» **ACTIVITY**
Exact copy, pictures excluded: write out every line below.

[DATA Boundary: Start]

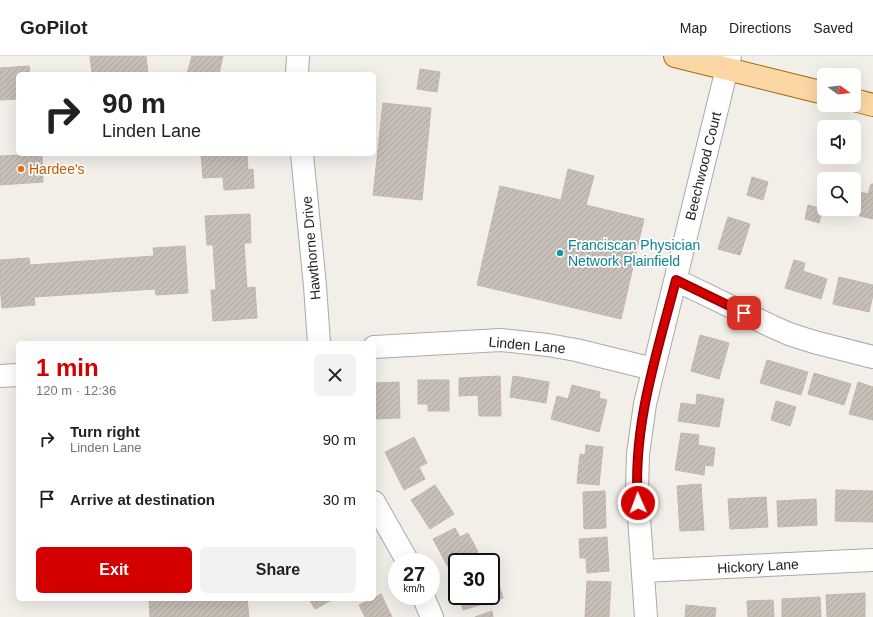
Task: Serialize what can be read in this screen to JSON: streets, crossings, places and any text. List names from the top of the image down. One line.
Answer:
{"streets":{"street":["Beechwood Court","Hawthorne Drive","Linden Lane","Hickory Lane"]},"crossings":[["Beechwood Court","Linden Lane"],["Beechwood Court","Hickory Lane"]],"places":["Hardee's","Franciscan Physician Network Plainfield"],"north":"right","page":{"header":"GoPilot","nav":["Map","Directions","Saved"],"turn":["90 m","Linden Lane"],"heading":["1 min","120 m · 12:36"],"list":[{"name":"Turn right","note":"Linden Lane","value":"90 m"},{"name":"Arrive at destination","value":"30 m"}],"buttons":["Exit","Share"],"speed":"27 km/h","limit":"30"}}
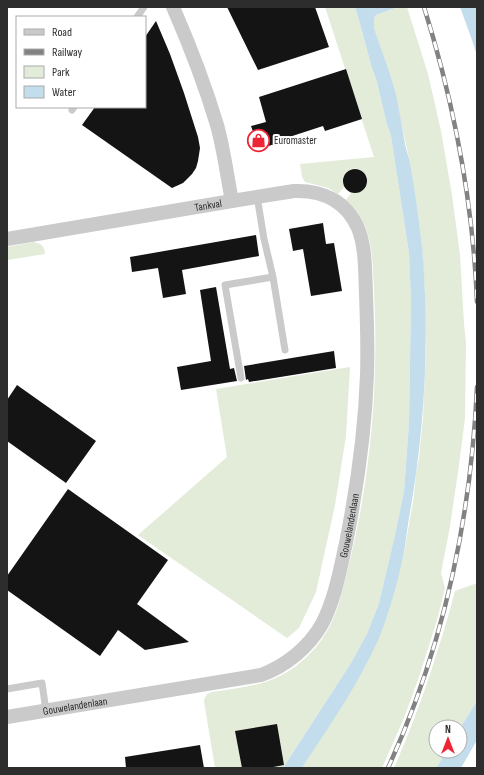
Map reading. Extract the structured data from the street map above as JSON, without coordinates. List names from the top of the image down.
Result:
{
  "streets": {
    "street": ["Tankval", "Gouwelandenlaan"]
  },
  "crossings": [
    ["Tankval", "Gouwelandenlaan"]
  ],
  "places": {
    "shop": ["Euromaster"]
  },
  "legend": [
    "Road",
    "Railway",
    "Park",
    "Water"
  ],
  "north": "top"
}
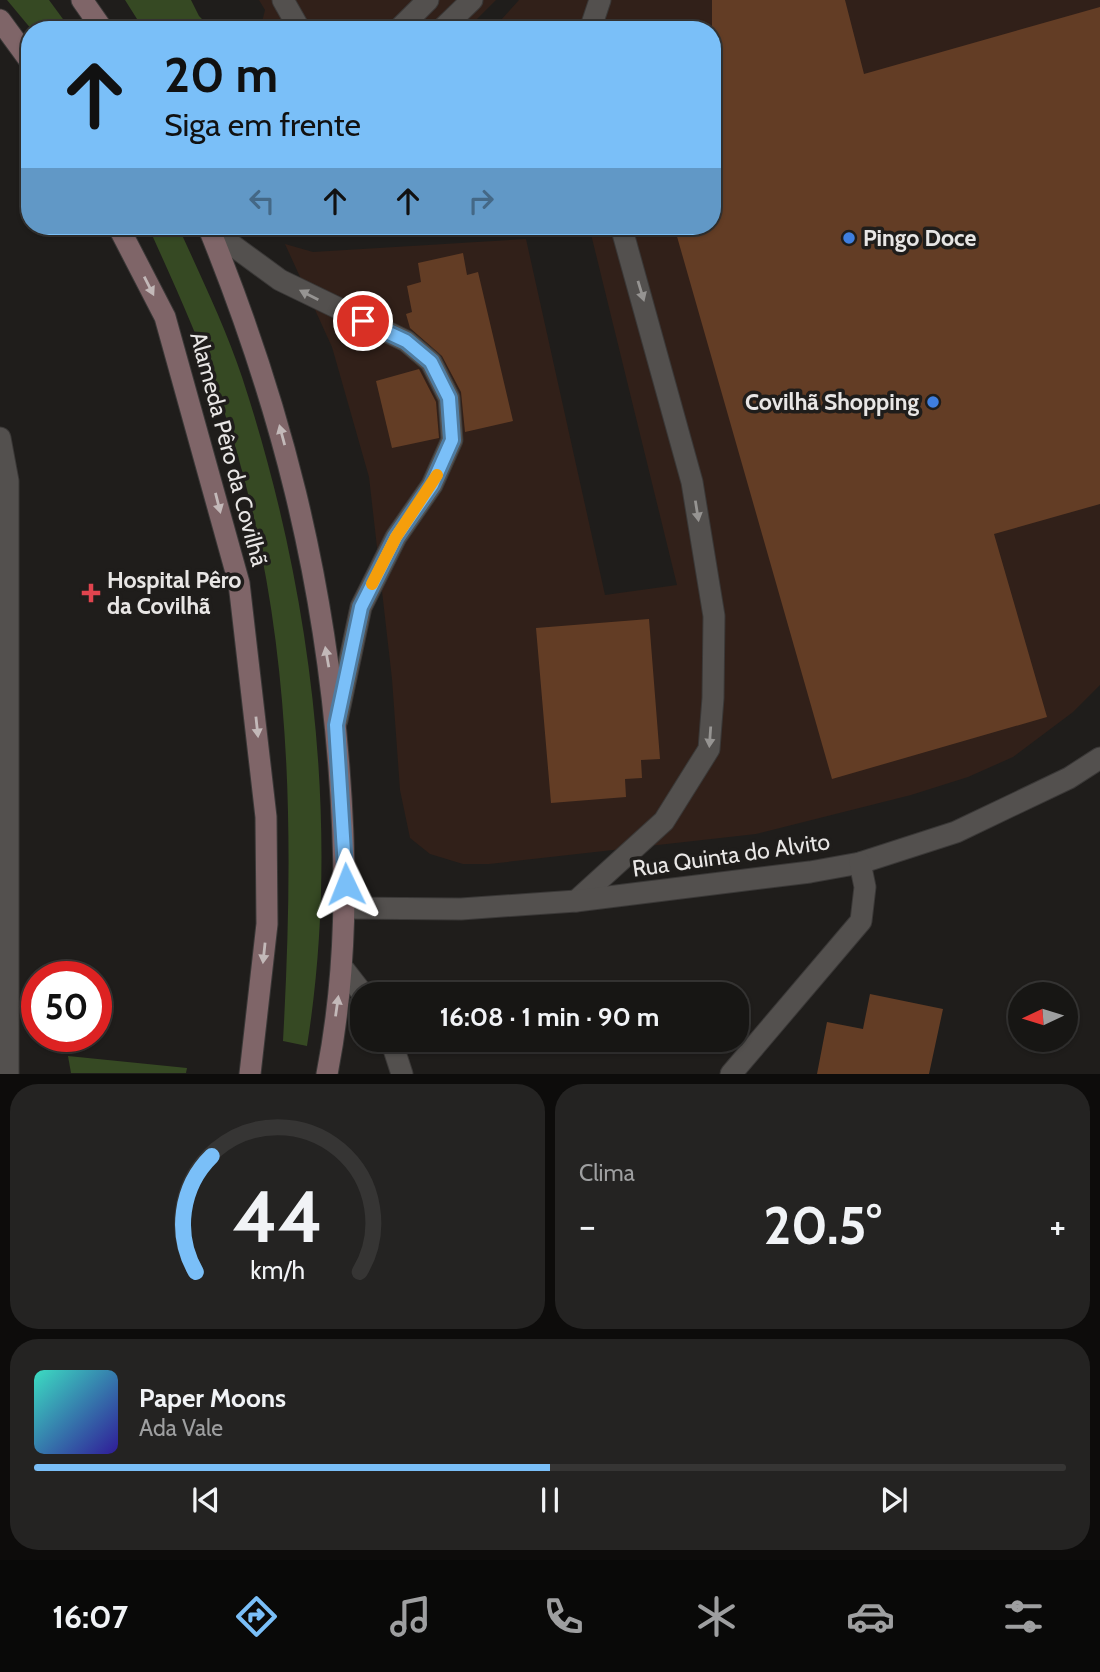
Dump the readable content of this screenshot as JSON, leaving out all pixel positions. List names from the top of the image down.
{
  "streets": {
    "main road": ["Alameda Pêro da Covilhã"],
    "street": ["Rua Quinta do Alvito"]
  },
  "crossings": [
    ["Alameda Pêro da Covilhã", "Rua Quinta do Alvito"]
  ],
  "places": {
    "other": ["Pingo Doce", "Covilhã Shopping"],
    "health": ["Hospital Pêro da Covilhã"]
  },
  "north": "left",
  "page": {
    "turn": ["20 m", "Siga em frente"],
    "limit": "50",
    "trip": "16:08 · 1 min · 90 m",
    "tile": "Clima",
    "heat": ["−", "20.5°", "+"],
    "song": ["Paper Moons", "Ada Vale"],
    "tabs": "16:07",
    "gauge": ["44", "km/h"]
  }
}
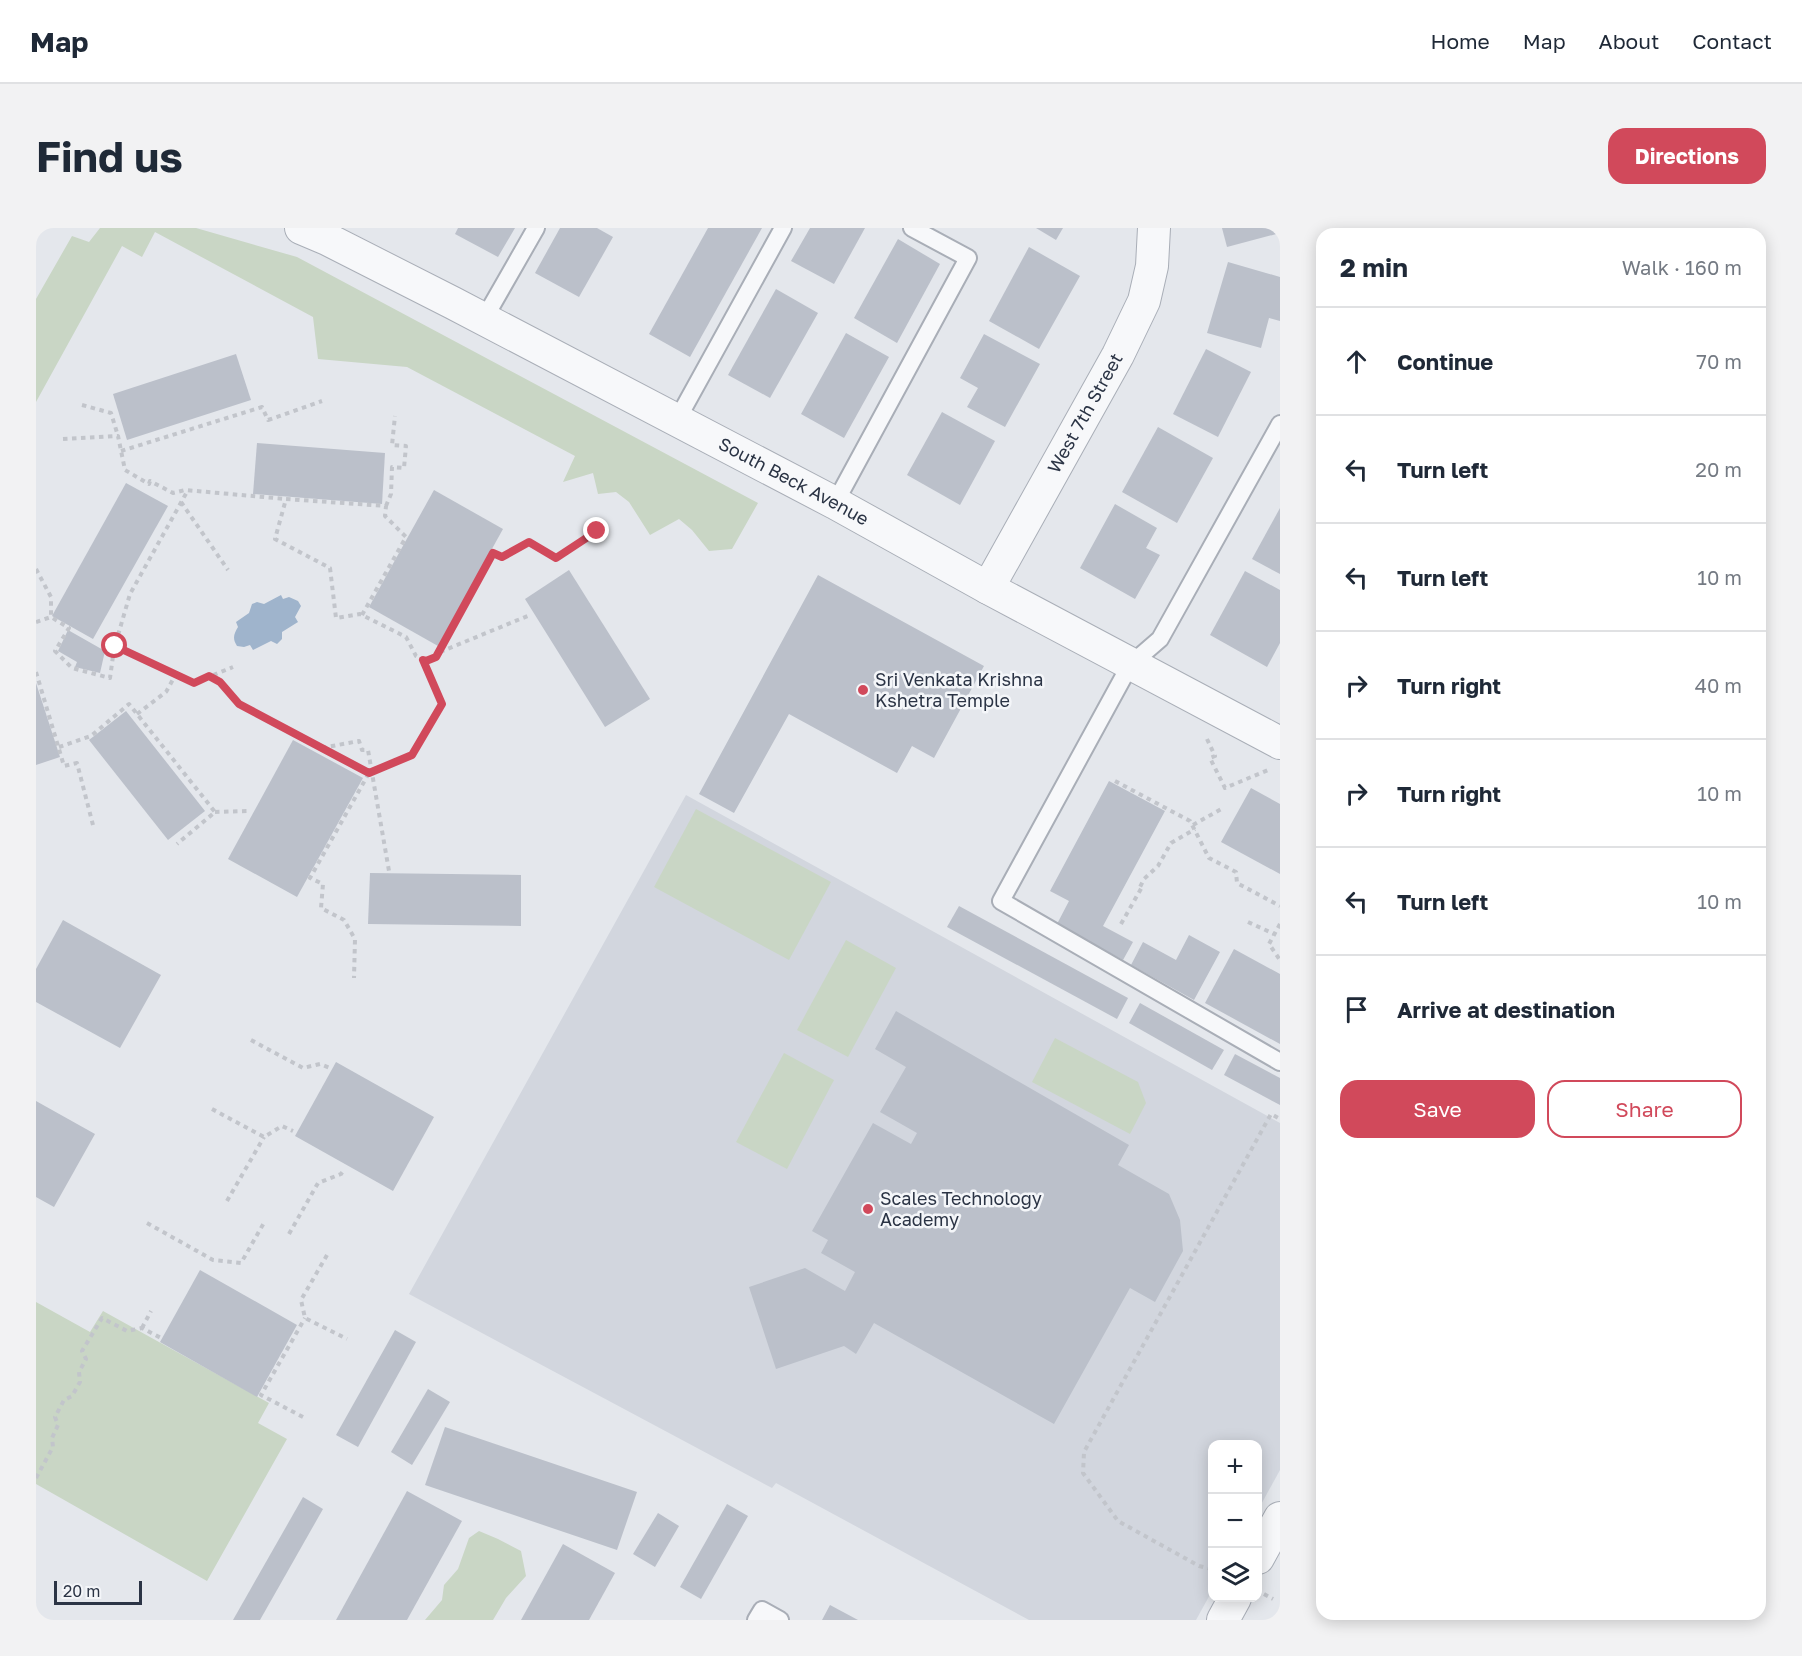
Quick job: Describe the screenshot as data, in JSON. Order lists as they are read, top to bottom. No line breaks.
{"streets":{"street":["West 7th Street","South Beck Avenue"]},"crossings":[["West 7th Street","South Beck Avenue"]],"places":["Sri Venkata Krishna Kshetra Temple","Scales Technology Academy"],"scale_bar":"20 m","page":{"header":"Map","nav":["Home","Map","About","Contact"],"buttons":["Directions",["Save","Share"]],"title":"Find us","heading":["2 min","Walk · 160 m"],"list":[["Continue","70 m"],["Turn left","20 m"],["Turn left","10 m"],["Turn right","40 m"],["Turn right","10 m"],["Turn left","10 m"],"Arrive at destination"],"map_buttons":["+","−"],"scale":"20 m"}}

[DATA Boundary: End]

» **WORKED SOLUTION**
Task: Serialize what can be read in this screen to JSON: streets, crossings, places and any text. List names from the top of the image down. One line.
Answer:
{"streets":{"street":["Beechwood Court","Hawthorne Drive","Linden Lane","Hickory Lane"]},"crossings":[["Beechwood Court","Linden Lane"],["Beechwood Court","Hickory Lane"]],"places":["Hardee's","Franciscan Physician Network Plainfield"],"north":"right","page":{"header":"GoPilot","nav":["Map","Directions","Saved"],"turn":["90 m","Linden Lane"],"heading":["1 min","120 m · 12:36"],"list":[{"name":"Turn right","note":"Linden Lane","value":"90 m"},{"name":"Arrive at destination","value":"30 m"}],"buttons":["Exit","Share"],"speed":"27 km/h","limit":"30"}}
Map reading. Extract the structured data from the street map above as JSON, without coordinates. List names from the top of the image down.
Result:
{
  "streets": {
    "street": ["Tankval", "Gouwelandenlaan"]
  },
  "crossings": [
    ["Tankval", "Gouwelandenlaan"]
  ],
  "places": {
    "shop": ["Euromaster"]
  },
  "legend": [
    "Road",
    "Railway",
    "Park",
    "Water"
  ],
  "north": "top"
}
Dump the readable content of this screenshot as JSON, leaving out all pixel positions. List names from the top of the image down.
{
  "streets": {
    "main road": ["Alameda Pêro da Covilhã"],
    "street": ["Rua Quinta do Alvito"]
  },
  "crossings": [
    ["Alameda Pêro da Covilhã", "Rua Quinta do Alvito"]
  ],
  "places": {
    "other": ["Pingo Doce", "Covilhã Shopping"],
    "health": ["Hospital Pêro da Covilhã"]
  },
  "north": "left",
  "page": {
    "turn": ["20 m", "Siga em frente"],
    "limit": "50",
    "trip": "16:08 · 1 min · 90 m",
    "tile": "Clima",
    "heat": ["−", "20.5°", "+"],
    "song": ["Paper Moons", "Ada Vale"],
    "tabs": "16:07",
    "gauge": ["44", "km/h"]
  }
}
Quick job: Describe the screenshot as data, in JSON. Order lists as they are read, top to bottom. No line breaks.
{"streets":{"street":["West 7th Street","South Beck Avenue"]},"crossings":[["West 7th Street","South Beck Avenue"]],"places":["Sri Venkata Krishna Kshetra Temple","Scales Technology Academy"],"scale_bar":"20 m","page":{"header":"Map","nav":["Home","Map","About","Contact"],"buttons":["Directions",["Save","Share"]],"title":"Find us","heading":["2 min","Walk · 160 m"],"list":[["Continue","70 m"],["Turn left","20 m"],["Turn left","10 m"],["Turn right","40 m"],["Turn right","10 m"],["Turn left","10 m"],"Arrive at destination"],"map_buttons":["+","−"],"scale":"20 m"}}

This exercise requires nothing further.